California has been celebrated in recent years as a model state for how to introduce environmental legislation without damaging the economy and last week, it took another bold step forward. The state’s Energy Commission announced a ground-breaking set of standards on Wednesday that will require all new homes and low-rise apartment buildings built from 2020 onwards to include solar panels. The commission believes that its effect on greenhouse gas emissions could be equivalent to taking 115,000 fossil fuel cars off the road, which is great news from an environmental point of view.
However, there are reasons why this move could have major implications for the future of energy across the world.
‘Defection Day’, or ‘full-grid defection’, is a concept that comes from a 2017 McKinsey & Company report on decreasing prices for power storage. Despite sounding like something from a dystopian future, it represents a moment that many home-owners will welcome – the point when we stop getting our electricity from a grid and generate it ourselves instead. Sped up by the demand for electric vehicles, power storage is quickly becoming more affordable and it may not be long until storing your own energy, from solar panels and private generators, is cost-effective.
California’s latest proposal is likely to speed up that process even further. As the world’s 5th largest economy by GDP, the proposal will increase the demand for solar. This should decrease the cost of generating your own solar energy, with the cost of panels and installation likely to come down as the market becomes larger and parts can be made in bulk. Even without the legal requirement, it’s easy to understand why many home-owners might want to get on-board with solar energy. The Energy Commission predict that the cost of adding solar panels to each home will be $9,500 but will save $19,000 on energy bills and maintenance over 30 years.

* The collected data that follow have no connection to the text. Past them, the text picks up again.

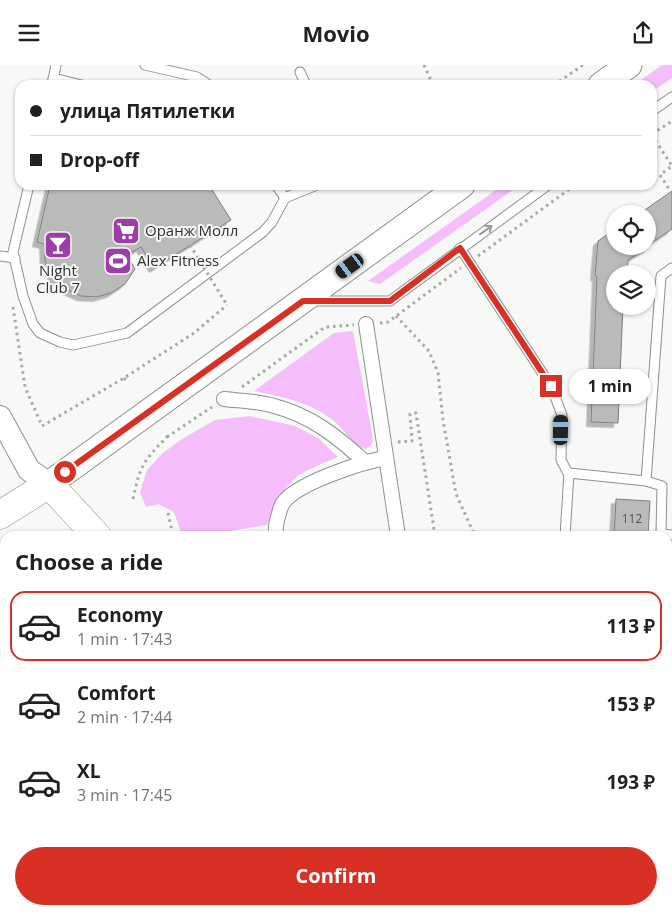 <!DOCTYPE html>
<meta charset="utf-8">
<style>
:root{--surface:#fff;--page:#f6f6f6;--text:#202124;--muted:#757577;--line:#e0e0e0;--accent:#d93025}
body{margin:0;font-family:"Open Sans",sans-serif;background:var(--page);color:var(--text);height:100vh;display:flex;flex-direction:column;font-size:19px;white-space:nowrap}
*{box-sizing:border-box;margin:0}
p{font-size:16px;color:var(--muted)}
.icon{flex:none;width:28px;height:28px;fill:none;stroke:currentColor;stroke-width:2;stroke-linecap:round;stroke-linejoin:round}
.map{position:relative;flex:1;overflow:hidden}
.drawer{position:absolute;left:0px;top:466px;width:672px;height:384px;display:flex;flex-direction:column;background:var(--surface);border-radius:15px 15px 0 0;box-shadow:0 1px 4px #0004}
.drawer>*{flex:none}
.banner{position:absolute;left:15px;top:15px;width:642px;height:110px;border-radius:15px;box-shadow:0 1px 4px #0004;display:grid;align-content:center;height:110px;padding:0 15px;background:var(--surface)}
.tools{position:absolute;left:606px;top:140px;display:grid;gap:10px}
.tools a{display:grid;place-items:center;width:50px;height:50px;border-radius:50%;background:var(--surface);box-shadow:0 1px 4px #0004;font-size:25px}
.end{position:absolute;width:22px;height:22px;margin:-11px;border:6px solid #d93025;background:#fff;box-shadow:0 0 0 2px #fff}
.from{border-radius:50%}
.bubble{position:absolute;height:35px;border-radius:18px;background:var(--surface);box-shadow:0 1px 4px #0004;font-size:16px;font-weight:700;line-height:35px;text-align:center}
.car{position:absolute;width:15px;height:30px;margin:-15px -8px;border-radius:6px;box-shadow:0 0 4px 1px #0007;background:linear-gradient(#222 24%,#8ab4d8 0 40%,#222 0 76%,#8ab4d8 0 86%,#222 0)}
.banner b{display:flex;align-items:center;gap:18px;height:48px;font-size:19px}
.banner b+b{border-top:1px solid var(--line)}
.banner i{width:12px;height:12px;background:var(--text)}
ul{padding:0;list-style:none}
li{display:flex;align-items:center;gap:15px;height:70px;margin:0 10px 8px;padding:0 5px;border:2px solid transparent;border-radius:15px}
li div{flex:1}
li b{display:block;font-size:19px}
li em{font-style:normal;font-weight:700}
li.on{border-color:var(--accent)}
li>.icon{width:45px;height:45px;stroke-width:1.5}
h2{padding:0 15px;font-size:22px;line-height:60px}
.primary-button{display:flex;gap:10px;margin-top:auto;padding:10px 15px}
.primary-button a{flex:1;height:58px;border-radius:30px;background:var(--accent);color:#fff;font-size:20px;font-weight:700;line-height:58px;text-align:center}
header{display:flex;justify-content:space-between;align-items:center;height:65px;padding:0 15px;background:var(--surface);font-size:22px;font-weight:700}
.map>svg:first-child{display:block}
.built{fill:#e6f0e7}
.green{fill:#f5bdfb}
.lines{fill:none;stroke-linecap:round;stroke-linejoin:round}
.river{stroke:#c38ec9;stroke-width:29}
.building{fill:#b8bbb8;stroke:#7c7f7d;filter:url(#shadow)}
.service-casing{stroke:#8e918e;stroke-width:11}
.pedestrian-casing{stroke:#8e918e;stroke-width:16}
.tertiary-casing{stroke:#8e918e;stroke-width:24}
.secondary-casing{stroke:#8e918e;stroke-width:27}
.primary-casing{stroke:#8e918e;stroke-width:29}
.path{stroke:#a6a8a6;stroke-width:3;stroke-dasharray:2.5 4;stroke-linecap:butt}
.service{stroke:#fff;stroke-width:9}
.pedestrian{stroke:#fff;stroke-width:14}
.tertiary{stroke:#fff;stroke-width:22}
.secondary{stroke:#fff;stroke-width:25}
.primary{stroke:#fff;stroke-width:28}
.path-bridge{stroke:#a6a8a6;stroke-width:3;stroke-dasharray:2.5 4;stroke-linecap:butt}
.oneway{stroke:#979897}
.route{stroke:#d93025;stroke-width:6}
.labels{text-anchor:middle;stroke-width:4;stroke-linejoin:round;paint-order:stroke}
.number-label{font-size:12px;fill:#515351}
.poi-label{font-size:15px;fill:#2f302f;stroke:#f6f9f6;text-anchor:start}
</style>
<header><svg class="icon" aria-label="menu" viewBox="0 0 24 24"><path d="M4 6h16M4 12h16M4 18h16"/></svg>Movio<svg class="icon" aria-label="share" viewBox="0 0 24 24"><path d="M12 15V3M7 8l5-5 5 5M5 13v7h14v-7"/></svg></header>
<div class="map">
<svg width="672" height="849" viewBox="0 0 672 849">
<defs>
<filter id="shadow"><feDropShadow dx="-4.5" dy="4.5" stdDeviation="0" flood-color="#0004"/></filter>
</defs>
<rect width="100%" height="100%" fill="#f6f9f6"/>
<path class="built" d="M166 845H612L633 849H169Z"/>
<g class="green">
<path d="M662 0H672V13L653 26 652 20H634Z"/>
<path d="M503 120H520L380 219 368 216Z"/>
<path d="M353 266 373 374 371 380 366 384C353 381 345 365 334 356 311 337 282 332 254 326L334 268Z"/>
<path d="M250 351 295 361 318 373 338 392C327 397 304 405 296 413 282 424 273 443 267 460L197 471H182L174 447 159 439 146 442 140 427 147 405 163 388 182 374 215 355Z"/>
<path d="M0 766 5 769V845H138L142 849H0Z"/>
</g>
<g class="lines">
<g class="river">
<path d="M0 814 5 819"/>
<path d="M0 840 6 849"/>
<path d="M128 845 133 849"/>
</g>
</g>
<g class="building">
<path d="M50 120H209L231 155 154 203 141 182 127 190 135 204 125 219 111 228 97 232 81 231 66 224 54 213 45 196 44 179 37 177Z"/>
<path d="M672 126V164L648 180 649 182 628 195 627 209H615V241H623L618 358 591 357 597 212 595 211 598 176 615 164V181H648V149H639Z"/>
<path d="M616 434 650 436 648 471H614Z"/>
<rect x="198" y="845" width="59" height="4"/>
<path d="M283 845H304L300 849H280Z"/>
<path d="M338 845H363L374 849H330Z"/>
<path d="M405 845H455L464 849H412Z"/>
</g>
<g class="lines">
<g class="service-casing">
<g id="service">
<path d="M145 0 197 12 209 20"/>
<path d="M300 7 306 20"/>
<path d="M53 13 82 20"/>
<path d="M52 20 56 0"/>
<path d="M652 46 672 32"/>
<path d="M29 120 13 187 23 231 33 259 40 268 60 277 73 280 127 268 263 167 272 157 285 133 317 120"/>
<path d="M276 120 285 133"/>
<path d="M460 183 551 321 562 350 561 395 569 410"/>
<path d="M0 191 15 193"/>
<path d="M313 236H390L548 120"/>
<path d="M646 416 661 211 672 203"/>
<path d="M565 471 569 408 646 416 662 421 661 469 672 470"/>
<path d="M668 585 672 586"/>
<path d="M185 845 188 849"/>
<path d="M268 845V849"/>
<path d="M385 845 391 849"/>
<path d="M489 845 493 848 508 849"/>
</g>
</g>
<g class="pedestrian-casing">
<g id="pedestrian">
<path d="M366 259 398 471"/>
<path d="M224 334C241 336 258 336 274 341 310 350 338 372 365 397"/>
<path d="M277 471C275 466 276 458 278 452 279 448 281 441 283 438 297 418 362 397 386 393"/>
</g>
</g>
<g class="tertiary-casing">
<path id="tertiary" d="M0 352 29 405 49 419"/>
</g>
<g class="secondary-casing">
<g id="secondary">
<path d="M601 20 629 0"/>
<path d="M49 419 462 120"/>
</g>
</g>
<g class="primary-casing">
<g id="primary">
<path d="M0 450 49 419 97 471"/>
<path d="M668 719 672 720"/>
</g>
</g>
<g class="path">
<path d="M424 0 433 20"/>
<path d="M554 20 583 0"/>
<path d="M652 69 672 56"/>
<path d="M652 70 672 101 660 110 671 127"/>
<path d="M478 191 575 120"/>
<path d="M13 242 25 322 42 361 124 313 194 268 227 240"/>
<path d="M396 251 429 286 438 308 443 355 456 429 475 471"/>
<path d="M380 258 388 257 461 203"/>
<path d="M124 313 128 318"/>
<path d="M242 322 325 262 354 260"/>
<path d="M167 372 212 342"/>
<path d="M398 377 412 376 410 349 416 348 435 471"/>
<path d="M133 434C140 401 143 396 167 372L164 368"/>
<path d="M168 448 173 471"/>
<path d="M0 494 5 492"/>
</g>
<use href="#service" class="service"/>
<use href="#pedestrian" class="pedestrian"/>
<use href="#tertiary" class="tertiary"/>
<use href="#secondary" class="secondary"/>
<use href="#primary" class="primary"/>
<path class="path-bridge" d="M190 180 227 240"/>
</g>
<defs><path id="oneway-shaft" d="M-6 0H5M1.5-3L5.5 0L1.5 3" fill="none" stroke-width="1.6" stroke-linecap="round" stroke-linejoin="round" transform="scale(1.25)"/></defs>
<use class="oneway" href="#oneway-shaft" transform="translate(486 165) rotate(-36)"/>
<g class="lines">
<path class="route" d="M65 407 303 236H390L460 183 551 321"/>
</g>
<defs>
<g id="supermarket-square" transform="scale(1.4375)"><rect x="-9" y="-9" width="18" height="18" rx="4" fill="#9c3ea7" stroke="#f6f9f6"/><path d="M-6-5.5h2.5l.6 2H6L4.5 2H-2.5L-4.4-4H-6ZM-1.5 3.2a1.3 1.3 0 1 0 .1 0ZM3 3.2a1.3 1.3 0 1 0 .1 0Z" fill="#fff"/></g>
<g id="bar-square" transform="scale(1.4375)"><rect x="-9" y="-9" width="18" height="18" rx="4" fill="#9c3ea7" stroke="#f6f9f6"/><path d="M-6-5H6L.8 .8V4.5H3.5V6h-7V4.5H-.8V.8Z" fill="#fff"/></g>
<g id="stadium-square" transform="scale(1.4375)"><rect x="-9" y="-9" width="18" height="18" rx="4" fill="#9c3ea7" stroke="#f6f9f6"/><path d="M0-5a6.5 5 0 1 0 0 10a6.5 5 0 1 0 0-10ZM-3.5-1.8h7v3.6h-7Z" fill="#fff"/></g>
</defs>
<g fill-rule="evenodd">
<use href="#supermarket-square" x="126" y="166"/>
<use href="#bar-square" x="58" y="180"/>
<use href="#stadium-square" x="118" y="196"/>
</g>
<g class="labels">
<g class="number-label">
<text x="632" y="458">112</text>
</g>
<g class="poi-label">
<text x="145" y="171">Оранж Молл</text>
<text x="137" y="201">Alex Fitness</text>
<text x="58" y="211" text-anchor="middle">Night<tspan x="58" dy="17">Club 7</tspan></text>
</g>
</g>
</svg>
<div class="tools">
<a><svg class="icon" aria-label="locate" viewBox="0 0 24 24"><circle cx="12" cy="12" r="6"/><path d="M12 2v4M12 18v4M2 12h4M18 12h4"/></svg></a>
<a><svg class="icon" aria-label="layers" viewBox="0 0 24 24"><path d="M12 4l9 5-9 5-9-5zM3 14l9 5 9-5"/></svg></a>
</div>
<i class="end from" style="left:65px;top:407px"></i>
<i class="end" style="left:551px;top:321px"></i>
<div class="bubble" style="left:569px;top:304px;width:82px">1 min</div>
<i class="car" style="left:350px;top:201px;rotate:234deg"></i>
<i class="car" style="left:561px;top:365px;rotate:1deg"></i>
<div class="banner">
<b><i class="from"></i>улица Пятилетки</b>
<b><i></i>Drop-off</b>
</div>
<section class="drawer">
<h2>Choose a ride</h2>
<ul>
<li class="on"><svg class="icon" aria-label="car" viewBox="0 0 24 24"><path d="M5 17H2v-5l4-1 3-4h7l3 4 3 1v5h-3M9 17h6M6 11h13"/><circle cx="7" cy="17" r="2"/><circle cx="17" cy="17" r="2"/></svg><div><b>Economy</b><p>1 min · 17:43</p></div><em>113 ₽</em></li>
<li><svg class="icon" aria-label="car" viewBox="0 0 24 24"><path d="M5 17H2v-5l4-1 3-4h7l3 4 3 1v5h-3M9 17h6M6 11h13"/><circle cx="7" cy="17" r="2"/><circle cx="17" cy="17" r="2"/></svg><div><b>Comfort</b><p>2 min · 17:44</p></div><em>153 ₽</em></li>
<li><svg class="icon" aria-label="car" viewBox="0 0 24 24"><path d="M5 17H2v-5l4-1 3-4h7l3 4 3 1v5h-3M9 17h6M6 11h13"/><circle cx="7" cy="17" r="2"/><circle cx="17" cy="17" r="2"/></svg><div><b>XL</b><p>3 min · 17:45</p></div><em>193 ₽</em></li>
</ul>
<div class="primary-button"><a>Confirm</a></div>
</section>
</div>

McKinsey predict that by 2020, it will make economic sense for most home-owners to store up to 90% of their electricity and only use the grid as a back-up. The point of ‘full-grid defection’ could come as soon as 2028. These changes could pose an existential threat to some utility companies who rely financially on building big electricity infrastructure and will need to restructure their business.
Some have criticised the proposal for ignoring, and possibly exacerbating, California’s major problem with house prices. “This is great for wealthier homeowners, but for everybody else it’s one more reason to not go to California or to leave ASAP,” said Jimmy Pethokoukis, an economic policy analyst, to CNBC. However, the Energy Commission and its supporters have argued that they have struck a balance between affordability and the need to act on climate change. They argue that as home-owners will be able to recoup their costs, the financial impact of the proposal will not hurt them. Dan Dunmoyer, CEO and President of the California Building Industry Association said: “With this adoption, the California Energy Commission has struck a fair balance between reducing greenhouse gas emissions while simultaneously limiting increased construction costs.” The future of solar energy
With this policy, California is sending a clear sign that it is serious about clean energy and the state has now provided the incentive for residents to join the market. It is unlikely that they will be the last state to do this and many countries might consider similar standards. Even the UK, which is not known for its sunny weather, could see a solar power revolution, as panels do not need direct sunlight and can be effective in overcast weather. California’s solar panel policy will increase the amount of clean energy and it will ultimately save home-owners money. It’s not hard to see why others might want to follow them.